→ **WHAT YOU ARE ASKED TO DO**: Could you write out the line containing "Task: Give me" and all the lines below it in the data, exactly, through the final one and nothing else?

→ **GIVEN RECORDS**:
►

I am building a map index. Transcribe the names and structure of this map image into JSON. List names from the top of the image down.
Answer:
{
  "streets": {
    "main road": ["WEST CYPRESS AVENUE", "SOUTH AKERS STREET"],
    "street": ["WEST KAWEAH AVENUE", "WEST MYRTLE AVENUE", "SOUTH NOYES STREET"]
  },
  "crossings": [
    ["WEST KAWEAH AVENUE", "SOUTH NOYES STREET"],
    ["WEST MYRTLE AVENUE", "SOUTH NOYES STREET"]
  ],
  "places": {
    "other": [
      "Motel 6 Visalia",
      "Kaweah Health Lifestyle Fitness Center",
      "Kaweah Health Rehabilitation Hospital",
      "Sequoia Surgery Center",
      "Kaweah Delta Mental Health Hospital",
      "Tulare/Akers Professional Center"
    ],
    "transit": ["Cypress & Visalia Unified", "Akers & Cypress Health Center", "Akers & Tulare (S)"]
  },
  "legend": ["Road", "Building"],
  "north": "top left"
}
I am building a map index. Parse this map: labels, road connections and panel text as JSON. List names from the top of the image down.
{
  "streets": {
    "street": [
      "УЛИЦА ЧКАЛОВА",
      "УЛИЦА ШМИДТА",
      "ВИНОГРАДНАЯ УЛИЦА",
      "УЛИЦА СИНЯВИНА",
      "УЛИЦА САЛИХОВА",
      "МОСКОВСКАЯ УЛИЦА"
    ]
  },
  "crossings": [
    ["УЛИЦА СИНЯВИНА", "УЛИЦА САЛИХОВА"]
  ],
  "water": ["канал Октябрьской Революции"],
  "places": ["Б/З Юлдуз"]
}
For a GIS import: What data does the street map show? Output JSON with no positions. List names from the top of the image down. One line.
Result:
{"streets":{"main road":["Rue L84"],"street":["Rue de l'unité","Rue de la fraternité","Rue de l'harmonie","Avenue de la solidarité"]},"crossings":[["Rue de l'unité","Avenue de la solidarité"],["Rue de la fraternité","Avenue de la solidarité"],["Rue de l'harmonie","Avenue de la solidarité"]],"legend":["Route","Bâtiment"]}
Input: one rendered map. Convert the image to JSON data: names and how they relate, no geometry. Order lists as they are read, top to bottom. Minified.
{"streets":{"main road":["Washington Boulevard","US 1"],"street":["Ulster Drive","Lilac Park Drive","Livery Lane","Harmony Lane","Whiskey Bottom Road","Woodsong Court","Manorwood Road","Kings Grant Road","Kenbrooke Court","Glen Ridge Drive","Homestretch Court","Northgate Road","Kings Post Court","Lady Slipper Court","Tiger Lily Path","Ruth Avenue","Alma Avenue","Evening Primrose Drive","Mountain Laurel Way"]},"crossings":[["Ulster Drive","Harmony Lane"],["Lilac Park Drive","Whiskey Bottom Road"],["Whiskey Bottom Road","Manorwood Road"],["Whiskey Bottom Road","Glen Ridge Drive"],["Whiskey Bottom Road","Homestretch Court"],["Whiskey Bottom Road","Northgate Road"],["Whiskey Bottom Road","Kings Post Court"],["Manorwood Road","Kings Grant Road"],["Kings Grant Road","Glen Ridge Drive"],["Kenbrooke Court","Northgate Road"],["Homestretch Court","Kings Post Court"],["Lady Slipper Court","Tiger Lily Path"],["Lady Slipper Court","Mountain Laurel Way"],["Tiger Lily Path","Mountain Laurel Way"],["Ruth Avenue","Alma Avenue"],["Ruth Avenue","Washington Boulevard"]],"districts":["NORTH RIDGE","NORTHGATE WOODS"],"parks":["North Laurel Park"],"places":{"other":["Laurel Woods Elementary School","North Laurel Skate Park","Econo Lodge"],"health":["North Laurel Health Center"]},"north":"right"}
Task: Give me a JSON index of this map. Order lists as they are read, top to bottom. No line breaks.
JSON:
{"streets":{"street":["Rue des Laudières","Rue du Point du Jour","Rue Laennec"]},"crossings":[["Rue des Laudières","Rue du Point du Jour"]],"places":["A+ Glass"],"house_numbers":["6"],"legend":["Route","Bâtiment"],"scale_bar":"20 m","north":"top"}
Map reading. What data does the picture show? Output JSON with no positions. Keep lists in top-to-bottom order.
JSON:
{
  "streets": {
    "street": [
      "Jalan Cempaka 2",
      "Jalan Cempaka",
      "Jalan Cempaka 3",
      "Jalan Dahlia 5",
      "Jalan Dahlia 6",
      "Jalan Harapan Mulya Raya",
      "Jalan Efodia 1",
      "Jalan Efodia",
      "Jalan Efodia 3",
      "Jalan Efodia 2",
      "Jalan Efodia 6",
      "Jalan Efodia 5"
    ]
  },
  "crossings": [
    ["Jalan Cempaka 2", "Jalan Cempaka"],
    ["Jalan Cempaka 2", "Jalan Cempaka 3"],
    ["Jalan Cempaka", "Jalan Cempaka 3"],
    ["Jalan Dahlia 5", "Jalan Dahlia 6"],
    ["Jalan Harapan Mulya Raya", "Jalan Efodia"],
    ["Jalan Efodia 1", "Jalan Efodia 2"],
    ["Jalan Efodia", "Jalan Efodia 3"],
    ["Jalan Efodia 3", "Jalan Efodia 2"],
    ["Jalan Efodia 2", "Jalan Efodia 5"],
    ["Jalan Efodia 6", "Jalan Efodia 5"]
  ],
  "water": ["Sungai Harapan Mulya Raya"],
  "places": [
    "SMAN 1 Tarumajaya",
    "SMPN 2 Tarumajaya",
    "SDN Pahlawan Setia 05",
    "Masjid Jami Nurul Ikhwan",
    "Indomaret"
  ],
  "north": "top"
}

◄

→ **FINAL ANSWER**:
Task: Give me a JSON index of this map. Order lists as they are read, top to bottom. No line breaks.
JSON:
{"streets":{"street":["Rue des Laudières","Rue du Point du Jour","Rue Laennec"]},"crossings":[["Rue des Laudières","Rue du Point du Jour"]],"places":["A+ Glass"],"house_numbers":["6"],"legend":["Route","Bâtiment"],"scale_bar":"20 m","north":"top"}
Map reading. What data does the picture show? Output JSON with no positions. Keep lists in top-to-bottom order.
JSON:
{
  "streets": {
    "street": [
      "Jalan Cempaka 2",
      "Jalan Cempaka",
      "Jalan Cempaka 3",
      "Jalan Dahlia 5",
      "Jalan Dahlia 6",
      "Jalan Harapan Mulya Raya",
      "Jalan Efodia 1",
      "Jalan Efodia",
      "Jalan Efodia 3",
      "Jalan Efodia 2",
      "Jalan Efodia 6",
      "Jalan Efodia 5"
    ]
  },
  "crossings": [
    ["Jalan Cempaka 2", "Jalan Cempaka"],
    ["Jalan Cempaka 2", "Jalan Cempaka 3"],
    ["Jalan Cempaka", "Jalan Cempaka 3"],
    ["Jalan Dahlia 5", "Jalan Dahlia 6"],
    ["Jalan Harapan Mulya Raya", "Jalan Efodia"],
    ["Jalan Efodia 1", "Jalan Efodia 2"],
    ["Jalan Efodia", "Jalan Efodia 3"],
    ["Jalan Efodia 3", "Jalan Efodia 2"],
    ["Jalan Efodia 2", "Jalan Efodia 5"],
    ["Jalan Efodia 6", "Jalan Efodia 5"]
  ],
  "water": ["Sungai Harapan Mulya Raya"],
  "places": [
    "SMAN 1 Tarumajaya",
    "SMPN 2 Tarumajaya",
    "SDN Pahlawan Setia 05",
    "Masjid Jami Nurul Ikhwan",
    "Indomaret"
  ],
  "north": "top"
}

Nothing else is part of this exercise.